A regular expression is a sequence of characters (a type of query) that defines a search pattern. These patterns can include a variety of elements such as literal characters, metacharacters (special characters with specific meanings), and quantifiers (to specify the number of occurrences). Regex is commonly used in tasks like text searching, validation, and text manipulation.

Before diving in to the syntax of RegEx, let's look at a simple example.

Consider a scenario where you want to extract email addresses from a text, for instance the following text.

Please contact support@example.com for assistance. For general inquiries, you can email info@company.com.

We can use the following RegEx to extract the emails in this text by matching them to a specific format.

\b[\w._%+-]+@[\w.-]+\.[A-Za-z]{2,4}\b

The expression above might look daunting but it will make sense when you get thet gist of RegEx. Lets break down this expression.

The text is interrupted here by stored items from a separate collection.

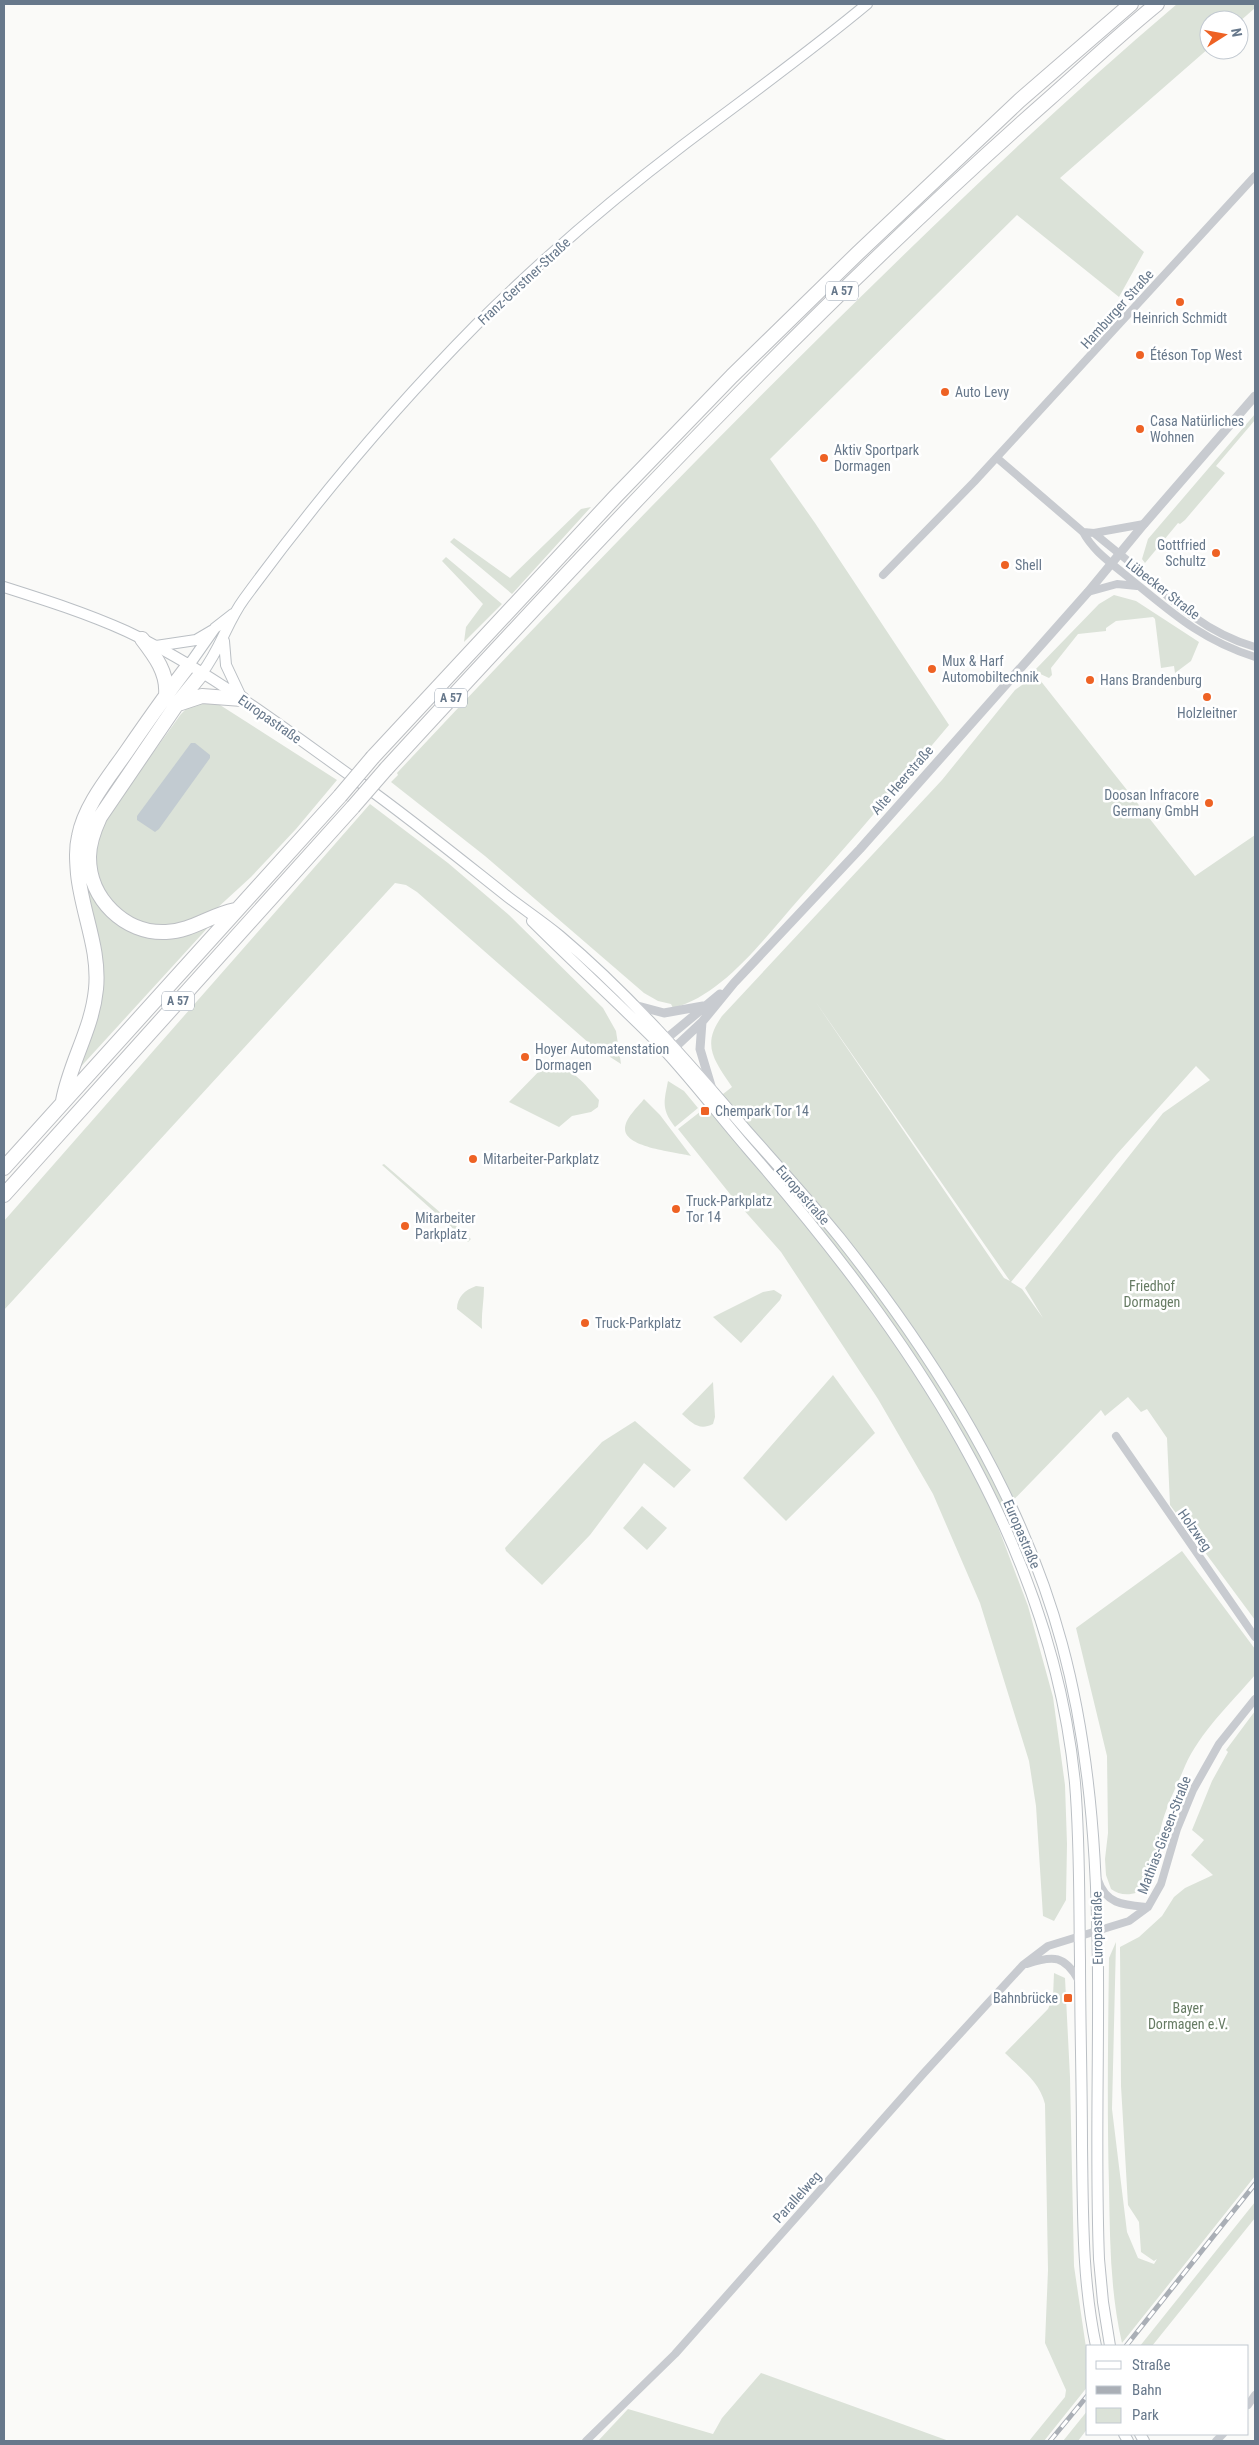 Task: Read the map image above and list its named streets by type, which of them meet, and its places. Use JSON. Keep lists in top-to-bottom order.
{
  "streets": {
    "highway": ["A 57"],
    "main road": ["Franz-Gerstner-Straße", "Europastraße"],
    "street": [
      "Hamburger Straße",
      "Lübecker Straße",
      "Alte Heerstraße",
      "Holzweg",
      "Mathias-Giesen-Straße",
      "Parallelweg"
    ]
  },
  "crossings": [
    ["Franz-Gerstner-Straße", "Europastraße"],
    ["Lübecker Straße", "Alte Heerstraße"],
    ["Europastraße", "Alte Heerstraße"],
    ["Europastraße", "Mathias-Giesen-Straße"],
    ["Europastraße", "Parallelweg"],
    ["Mathias-Giesen-Straße", "Parallelweg"]
  ],
  "parks": ["Friedhof Dormagen", "Bayer Dormagen e.V."],
  "places": {
    "other": [
      "Heinrich Schmidt",
      "Étéson Top West",
      "Auto Levy",
      "Casa Natürliches Wohnen",
      "Aktiv Sportpark Dormagen",
      "Gottfried Schultz",
      "Shell",
      "Mux & Harf Automobiltechnik",
      "Hans Brandenburg",
      "Holzleitner",
      "Doosan Infracore Germany GmbH",
      "Hoyer Automatenstation Dormagen",
      "Mitarbeiter-Parkplatz",
      "Truck-Parkplatz Tor 14",
      "Mitarbeiter Parkplatz",
      "Truck-Parkplatz"
    ],
    "transit": ["Chempark Tor 14", "Bahnbrücke"]
  },
  "legend": ["Straße", "Bahn", "Park"],
  "north": "right"
}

\b: Word boundary to ensure that the match is a whole word and not part of a larger sequence. For instance, \bcat\b will match the word cat but not scattered.
[\w._%+-]+: Matches the username part of the email address, allowing alphanumeric characters, dots, underscores, percent signs, plus signs, and hyphens. Here \w is a metacharacter which is short for A-Za-z0-9. + outside of the brackets matches 1 or more of the proceeding character.
@: Matches the at symbol.
[\w.-]+: Matches the domain name, allowing alphanumeric characters, dots, and hyphens.
.: Matches the dot before the top-level domain.
[A-Z|a-z]{2,4}: Matches the top-level domain (eg. .com) with at least two and at most 4 characters .
\b: Word boundary to complete the match.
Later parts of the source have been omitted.